_Aim of the exercise_
From the entries below, copy every line where the string "fabs" appears.

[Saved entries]
• • • • •

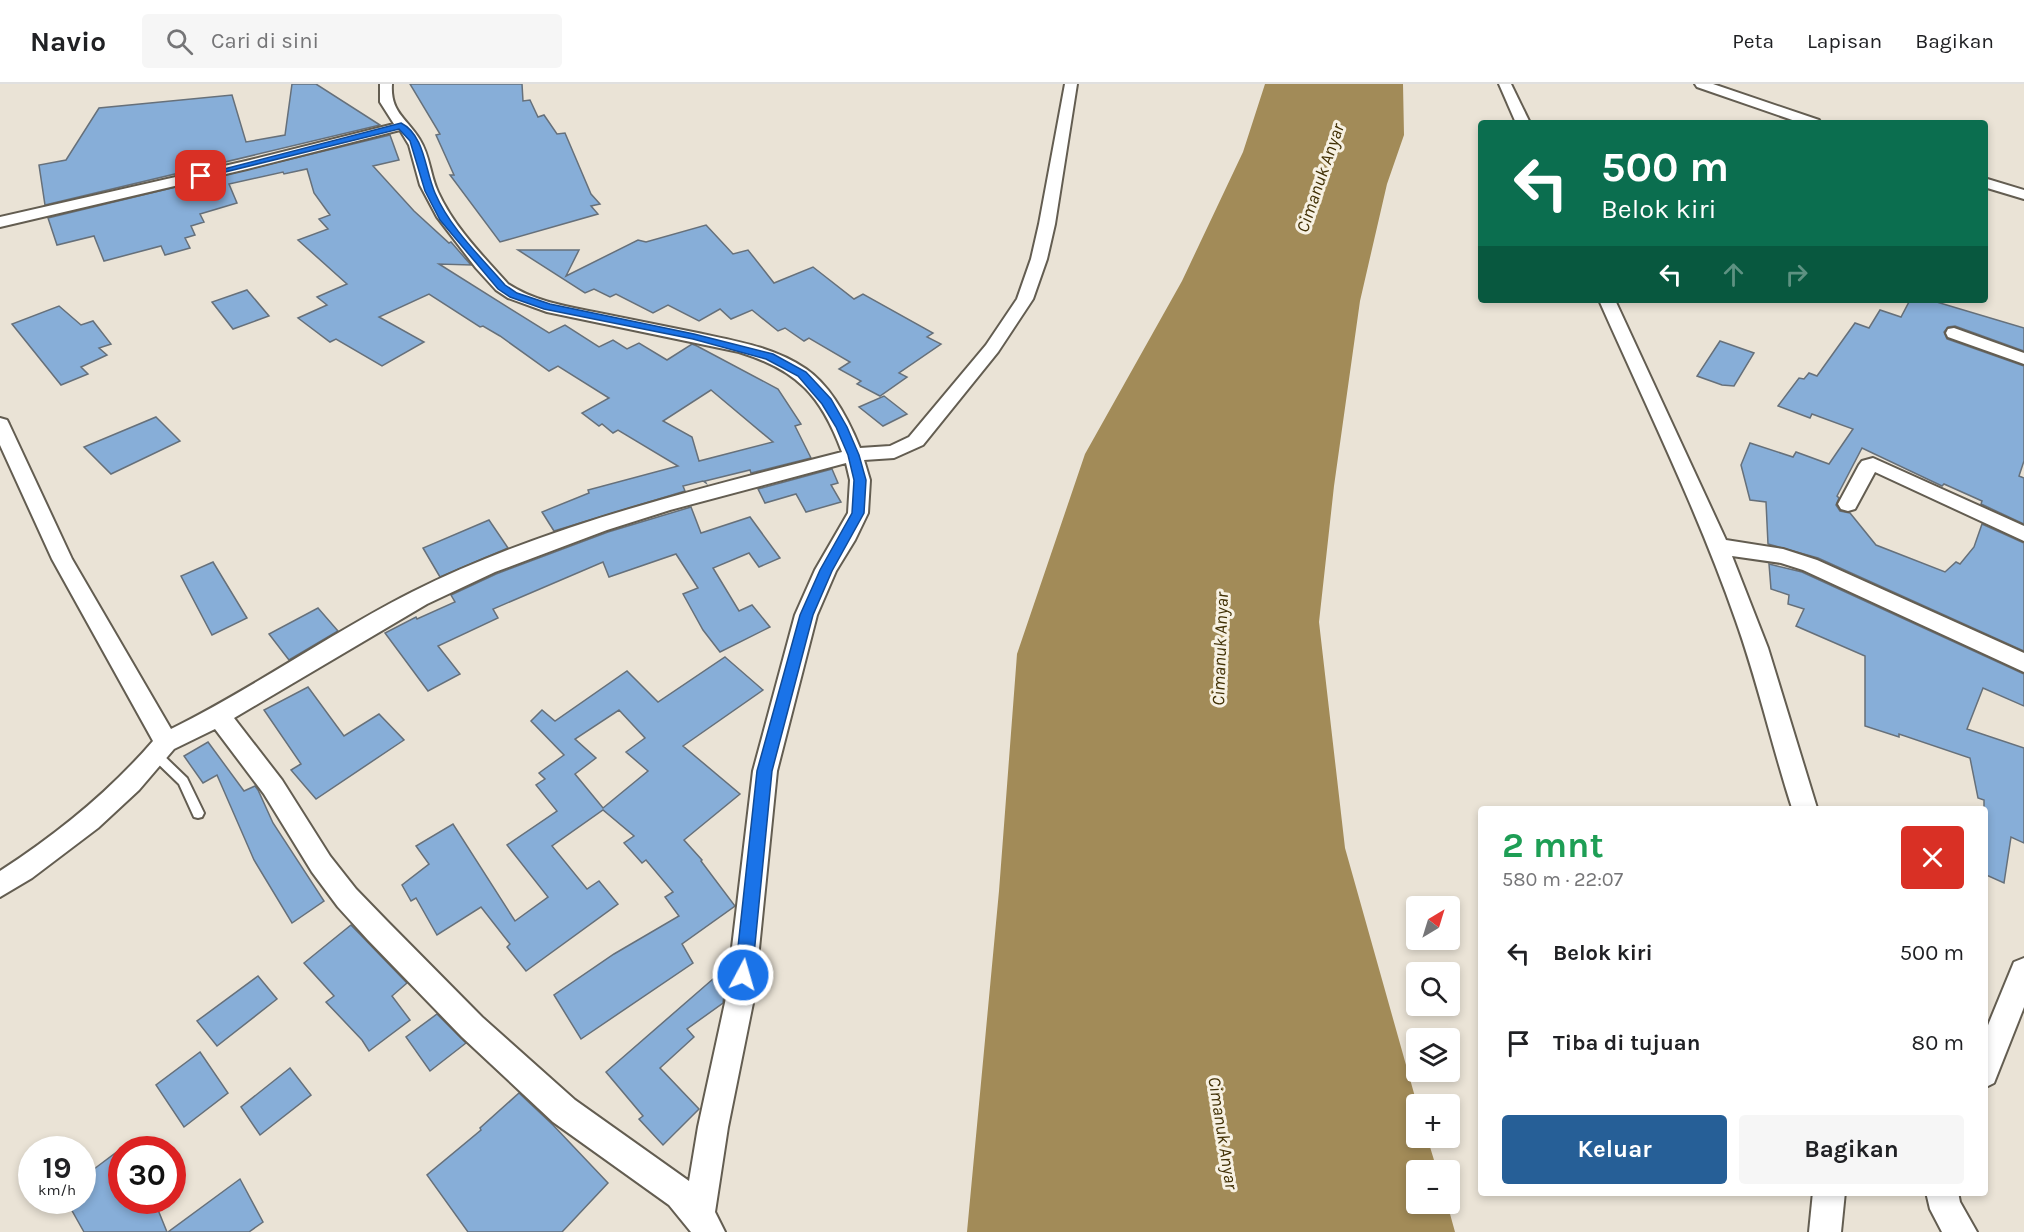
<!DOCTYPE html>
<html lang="id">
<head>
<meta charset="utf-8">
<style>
	body { margin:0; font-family:Karla,sans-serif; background:#f6f6f6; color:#202124; height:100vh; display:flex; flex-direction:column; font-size:22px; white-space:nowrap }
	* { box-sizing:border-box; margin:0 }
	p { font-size:20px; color:#757577 }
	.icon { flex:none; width:33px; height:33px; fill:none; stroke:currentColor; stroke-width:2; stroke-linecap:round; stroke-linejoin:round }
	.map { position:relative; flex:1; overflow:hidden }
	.side { position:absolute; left:1478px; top:722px; width:510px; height:390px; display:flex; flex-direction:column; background:#fff; border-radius:6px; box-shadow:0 3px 9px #0003 }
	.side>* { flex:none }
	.top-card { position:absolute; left:1478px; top:36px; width:510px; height:183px; border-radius:6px; box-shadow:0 3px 9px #0003; background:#0b6e4f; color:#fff; overflow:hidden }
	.needle { width:39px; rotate:38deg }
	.fabs { position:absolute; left:1406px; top:812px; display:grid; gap:12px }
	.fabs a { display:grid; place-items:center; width:54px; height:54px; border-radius:6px; background:#fff; box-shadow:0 3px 9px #0003; font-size:30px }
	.speed { position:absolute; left:18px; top:1052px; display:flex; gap:12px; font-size:30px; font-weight:700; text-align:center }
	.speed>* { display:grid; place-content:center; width:78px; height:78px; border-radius:50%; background:#fff; box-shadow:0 3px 9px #0003; line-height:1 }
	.speed small { font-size:15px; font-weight:400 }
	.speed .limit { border:9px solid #d22; background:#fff; color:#111 }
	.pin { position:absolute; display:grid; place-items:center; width:51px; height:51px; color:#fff; margin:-26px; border-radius:12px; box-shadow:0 3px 9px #0006 }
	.me { position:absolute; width:66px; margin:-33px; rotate:6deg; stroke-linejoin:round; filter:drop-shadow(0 0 4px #0008) }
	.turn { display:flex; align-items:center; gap:21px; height:126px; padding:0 24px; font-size:27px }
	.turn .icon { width:78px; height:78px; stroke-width:2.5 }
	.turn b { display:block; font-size:42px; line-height:51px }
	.lanes { display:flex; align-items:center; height:57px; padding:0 24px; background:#0003; justify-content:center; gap:30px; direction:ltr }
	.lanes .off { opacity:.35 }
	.round { display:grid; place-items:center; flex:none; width:63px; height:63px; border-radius:6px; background:#f6f6f6 }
	.head { display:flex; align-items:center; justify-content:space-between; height:102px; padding:0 24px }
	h1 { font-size:36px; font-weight:700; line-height:45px; color:#1e9e55 }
	.primary-button { display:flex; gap:12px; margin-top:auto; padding:12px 24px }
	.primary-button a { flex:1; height:69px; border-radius:6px; background:#265f97; color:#fff; font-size:24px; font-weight:700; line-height:69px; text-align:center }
	.primary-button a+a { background:#f6f6f6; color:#202124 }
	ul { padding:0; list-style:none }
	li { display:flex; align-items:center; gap:18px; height:90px; padding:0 24px }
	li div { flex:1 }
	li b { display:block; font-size:22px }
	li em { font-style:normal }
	header { display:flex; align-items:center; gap:36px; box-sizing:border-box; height:84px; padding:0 30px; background:#fff; border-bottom:2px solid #e0e0e0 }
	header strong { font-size:28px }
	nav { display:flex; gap:33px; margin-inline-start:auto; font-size:21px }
	.search { width:420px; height:54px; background:#f6f6f6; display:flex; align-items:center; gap:15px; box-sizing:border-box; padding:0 21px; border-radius:6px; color:#757577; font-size:22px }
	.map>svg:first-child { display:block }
	.water { fill:#a28b58 }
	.building { fill:#87aed8; stroke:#66707a; stroke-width:1.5; fill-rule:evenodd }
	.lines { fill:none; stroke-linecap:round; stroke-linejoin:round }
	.lane-casing { stroke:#635d51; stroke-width:4 }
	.street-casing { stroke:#635d51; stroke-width:4 }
	.lane { fill:#fff; fill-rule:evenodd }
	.street { fill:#fff; fill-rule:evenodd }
	.route { fill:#1a73e8; stroke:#114b97; stroke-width:1.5 }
	.labels { text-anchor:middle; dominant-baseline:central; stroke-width:6; stroke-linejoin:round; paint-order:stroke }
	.water-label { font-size:18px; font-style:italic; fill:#402f03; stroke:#f7f1e3 }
</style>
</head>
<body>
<header>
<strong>Navio</strong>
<div class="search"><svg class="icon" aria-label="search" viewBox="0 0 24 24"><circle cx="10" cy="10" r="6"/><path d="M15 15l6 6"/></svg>Cari di sini</div>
<nav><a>Peta</a><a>Lapisan</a><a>Bagikan</a></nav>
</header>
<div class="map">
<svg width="2024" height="1148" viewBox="0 0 2024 1148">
	<rect width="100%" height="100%" fill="#eae3d6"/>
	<polygon class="water" points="1265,0 1403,0 1404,51 1387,100 1360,217 1334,402 1319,538 1345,764 1417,1020 1416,1053 1427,1053 1437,1086 1416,1086 1416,1119 1447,1119 1455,1148 967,1148 999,807 1017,570 1085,370 1182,197 1243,68"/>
	<g class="building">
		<polygon points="292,0 316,0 380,41 45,121 39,81 66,76 99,24 232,11 246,58 285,51"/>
		<polygon points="410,0 522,0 523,17 530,16 538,33 544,31 557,50 565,49 591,110 600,120 591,122 598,130 500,158 450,91 454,91 436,51 440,50"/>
		<path d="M390,51L399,76L373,82L414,127L449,159L451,158L471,181L439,180L549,249L565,241L599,263L613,256L627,265L639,259L667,276L692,260L697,262L778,305L801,340L795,342L811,374L751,389L750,386L705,397L706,399L703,397L683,402L685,407L554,447L542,428L589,409L588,406L678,382L618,346L613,349L602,340L599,342L582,329L609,314L558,282L549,287L500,252L483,242L480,243L429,210L379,233L424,258L382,282L336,255L330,258L298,234L327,221L317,213L347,200L298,156L328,145L319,135L330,131L314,109L307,85L284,90L283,88L229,100L237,119L200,130L204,138L191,142L195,151L185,154L190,164L165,171L161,162L104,177L94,152L57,161L48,134ZM711,306L773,358L699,377L692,353L663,337Z"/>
		<polygon points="706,141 733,170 748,166 774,199 813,183 854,215 863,210 933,249 927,253 941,260 899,289 907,293 880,312 857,300 861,297 839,285 850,278 809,254 804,257 785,244 778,247 752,226 731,235 720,225 699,237 668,221 653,229 616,210 610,213 594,205 585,209 518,166 579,166 566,192 638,156 646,158"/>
		<polygon points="247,206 269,232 233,245 212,218"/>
		<polygon points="1910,216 1930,216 2024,244 2024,267 1955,242 1948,243 1944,248 1947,255 2024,282 2024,377 2019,392 2024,394 2024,440 1981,420 1982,417 1944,400 1942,402 1862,364 1837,412 1839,414 1836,421 1840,427 1850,429 1876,461 1945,488 1956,478 1960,480 1974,463 1982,440 2024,459 2024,567 1818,474 1768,460 1766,418 1750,416 1741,381 1750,359 1793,373 1796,368 1829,380 1853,345 1812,330 1810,334 1778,322 1799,294 1804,295 1809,289 1817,292 1855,239 1869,244 1880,226 1901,233"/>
		<polygon points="59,222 81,241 93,237 111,260 99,264 107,271 81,283 88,290 61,301 12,240"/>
		<polygon points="1720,257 1754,269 1734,302 1722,301 1697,292"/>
		<polygon points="884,312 907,330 883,342 859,323"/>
		<polygon points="156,333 180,357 111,390 84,363"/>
		<polygon points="832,385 838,399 831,401 841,418 806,428 796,410 765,419 758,405"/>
		<polygon points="691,423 701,449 750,433 780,474 759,483 749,469 713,484 739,527 752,521 770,543 720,568 703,546 683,510 698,504 676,470 609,493 603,478 493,525 498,534 438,562 460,590 428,607 385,549 416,533 417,535 455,518 451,511 496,490 608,448"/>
		<polygon points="489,436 508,464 440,493 423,464"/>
		<polygon points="213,478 247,534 212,551 181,492"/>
		<polygon points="1769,480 1802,488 2024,590 2024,622 1983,604 1967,645 2024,664 2024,759 2011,753 2004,799 1984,790 1984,716 1978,714 1970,674 1899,650 1899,653 1865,642 1865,572 1796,542 1804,525 1788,520 1789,511 1771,505"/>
		<polygon points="318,524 338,547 289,576 269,550"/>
		<path d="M725,573L763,606L683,662L740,710L684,756L702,776L701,777L735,822L682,860L693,879L581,955L554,911L614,870L679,832L665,813L673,808L646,776L642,779L624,759L634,752L603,726L552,762L587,805L599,797L618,820L526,887L507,863L510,860L481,823L437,851L416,814L411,817L402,801L429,780L416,762L453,740L515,837L548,813L507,761L557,727L536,701L545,695L539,689L564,671L531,637L542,626L555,637L627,587L658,618ZM619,626L645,654L626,668L648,687L603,724L575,690L596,674L575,655Z"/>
		<polygon points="308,603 344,652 379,630 404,656 316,715 291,686 301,680 264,626"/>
		<polygon points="208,658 244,707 255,702 258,706 273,739 324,817 292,839 254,776 217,691 203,699 184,672"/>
		<polygon points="351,841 407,899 392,912 410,936 369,967 362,956 326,918 334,912 304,879"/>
		<polygon points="721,888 726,895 723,919 687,945 694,953 660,984 699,1025 663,1061 639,1035 643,1032 606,988"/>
		<polygon points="258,892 277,915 217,962 197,937"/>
		<polygon points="437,930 466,959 430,987 406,953"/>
		<polygon points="200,968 228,1009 184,1043 156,1001"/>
		<polygon points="290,984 311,1011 260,1051 241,1023"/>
		<polygon points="519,1009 553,1041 608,1099 562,1148 468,1148 427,1091 481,1046 480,1044"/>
		<polygon points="122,1064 122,1116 154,1116 167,1148 84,1148 66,1116 82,1116 82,1094"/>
		<polygon points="240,1095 263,1138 249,1148 168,1148"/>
	</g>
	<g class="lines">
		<g class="lane-casing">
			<polygon id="lane" points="156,666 160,668 187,694 204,729 202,733 198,734 194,733 179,700 152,674 150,671 152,668"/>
		</g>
		<g class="street-casing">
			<g id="street">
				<path d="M380,0H392C390,29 407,34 420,56C430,72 430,91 438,108C454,143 482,171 508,200C534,217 564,222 594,228C629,235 663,242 698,249C735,257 774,263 806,285C832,303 849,337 860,364L890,362L909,353L986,261L1017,215L1031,175L1039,140L1065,0H1077L1055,140L1047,175L1033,215L998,268L923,361L894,374L864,376L870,396L868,429L855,456L836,487L817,531L777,687L754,914L728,1043L715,1128L725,1148H691L669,1121L553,1038L462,953L368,856L338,823L312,788L264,710L215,645L174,665L139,706L98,744L32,794L0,813V787C57,750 109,708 153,657L52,475L0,361V334L7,336L9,340L72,475L171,645C254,604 329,550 412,508C545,441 699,405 842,368C821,311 797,286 739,268L547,228L508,214L496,206L476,184L437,133L420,101L409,61L400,46L247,85L0,143V133L246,77L394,40L380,18ZM846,379L850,396L848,429L815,486L795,531L753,687L726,914L698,1043L689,1097L575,1016L482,933L388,838L356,805L330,772L282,696L234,634L427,520L495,488L607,446L670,426Z"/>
				<polygon points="1499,0 1511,0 1530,39 1516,39"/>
				<polygon points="1695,0 1713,0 1819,36 1821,39 1801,39 1697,3"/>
				<polygon points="1984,94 2024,106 2024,115 1984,103"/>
				<path d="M1599,216H1615L1726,456L1783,465L1817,476L2024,569V588L1803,486L1781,479L1732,472L1768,564L1817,724H1792C1772,662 1758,599 1736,537C1698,428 1646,322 1599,216Z"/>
				<polygon points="1954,244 2024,269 2024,280 1948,253 1946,249 1948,245"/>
				<polygon points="1873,374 2024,442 2024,457 1875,388 1855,425 1848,427 1841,425 1838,420 1859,381 1862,377"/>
				<polygon points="2024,874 2024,923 1994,999 1984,1004 1984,951 2014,878"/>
				<polygon points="1813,1108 1845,1108 1841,1148 1809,1148"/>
				<polygon points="1926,1108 1958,1108 1960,1118 1977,1148 1942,1148 1930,1125"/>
			</g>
		</g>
		<use href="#lane" class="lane"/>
		<use href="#street" class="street"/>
	</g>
	<path class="route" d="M401,39C425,51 425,87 435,109C450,144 480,172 505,201L517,209L550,220L694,250L773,270L806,288L831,315L847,343L859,371L866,396L864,429L832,487L813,531L772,687L752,891L749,897L743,899L737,897L735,891L757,687L800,531L820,486L852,429L854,396L848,371L836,343L822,320L798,292L766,275L693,255L544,225L510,213L498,205L440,136L425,107L410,57L399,45L201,94L197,92Z"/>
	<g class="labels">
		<g class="water-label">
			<text transform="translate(1320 94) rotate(-71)">Cimanuk Anyar</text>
			<text transform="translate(1220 565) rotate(-88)">Cimanuk Anyar</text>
			<text transform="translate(1223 1049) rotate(81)">Cimanuk Anyar</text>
		</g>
	</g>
</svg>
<div class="fabs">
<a><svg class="needle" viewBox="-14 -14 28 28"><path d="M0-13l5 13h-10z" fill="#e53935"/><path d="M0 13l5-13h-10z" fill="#757577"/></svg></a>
<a><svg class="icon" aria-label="search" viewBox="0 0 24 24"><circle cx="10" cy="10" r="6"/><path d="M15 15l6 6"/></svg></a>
<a><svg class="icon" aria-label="layers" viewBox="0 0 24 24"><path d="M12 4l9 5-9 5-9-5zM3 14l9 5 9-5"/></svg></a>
<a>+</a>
<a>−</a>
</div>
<div class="speed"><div>19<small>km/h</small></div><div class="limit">30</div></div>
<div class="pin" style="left:201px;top:92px;background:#d93025"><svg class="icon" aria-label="arrive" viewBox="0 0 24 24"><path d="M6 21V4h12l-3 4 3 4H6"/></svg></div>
<svg class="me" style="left:743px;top:891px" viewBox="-20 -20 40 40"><circle r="17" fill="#1a73e8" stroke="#fff" stroke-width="3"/><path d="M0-11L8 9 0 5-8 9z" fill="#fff"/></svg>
<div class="top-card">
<div class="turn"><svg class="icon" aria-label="left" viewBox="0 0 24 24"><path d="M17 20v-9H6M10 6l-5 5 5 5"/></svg><div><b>500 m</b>Belok kiri</div></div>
<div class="lanes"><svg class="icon" aria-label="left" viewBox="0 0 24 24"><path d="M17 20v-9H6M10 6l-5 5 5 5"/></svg><svg class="icon off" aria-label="ahead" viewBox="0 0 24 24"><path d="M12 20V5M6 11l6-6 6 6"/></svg><svg class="icon off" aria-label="right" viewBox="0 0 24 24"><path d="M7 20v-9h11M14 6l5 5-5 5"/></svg></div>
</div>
<section class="side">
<div class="head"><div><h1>2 mnt</h1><p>580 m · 22:07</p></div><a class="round" style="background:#d93025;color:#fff"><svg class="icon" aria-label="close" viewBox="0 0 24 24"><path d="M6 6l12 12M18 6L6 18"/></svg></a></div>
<ul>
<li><svg class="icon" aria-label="left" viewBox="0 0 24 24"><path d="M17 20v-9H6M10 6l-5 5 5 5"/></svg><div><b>Belok kiri</b></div><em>500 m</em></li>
<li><svg class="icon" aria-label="arrive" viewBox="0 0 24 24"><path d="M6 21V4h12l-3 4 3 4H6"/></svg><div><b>Tiba di tujuan</b></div><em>80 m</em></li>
</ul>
<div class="primary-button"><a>Keluar</a><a>Bagikan</a></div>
</section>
</div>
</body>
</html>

• • • • •

_Worked solution_
	.fabs { position:absolute; left:1406px; top:812px; display:grid; gap:12px }
	.fabs a { display:grid; place-items:center; width:54px; height:54px; border-radius:6px; background:#fff; box-shadow:0 3px 9px #0003; font-size:30px }
<div class="fabs">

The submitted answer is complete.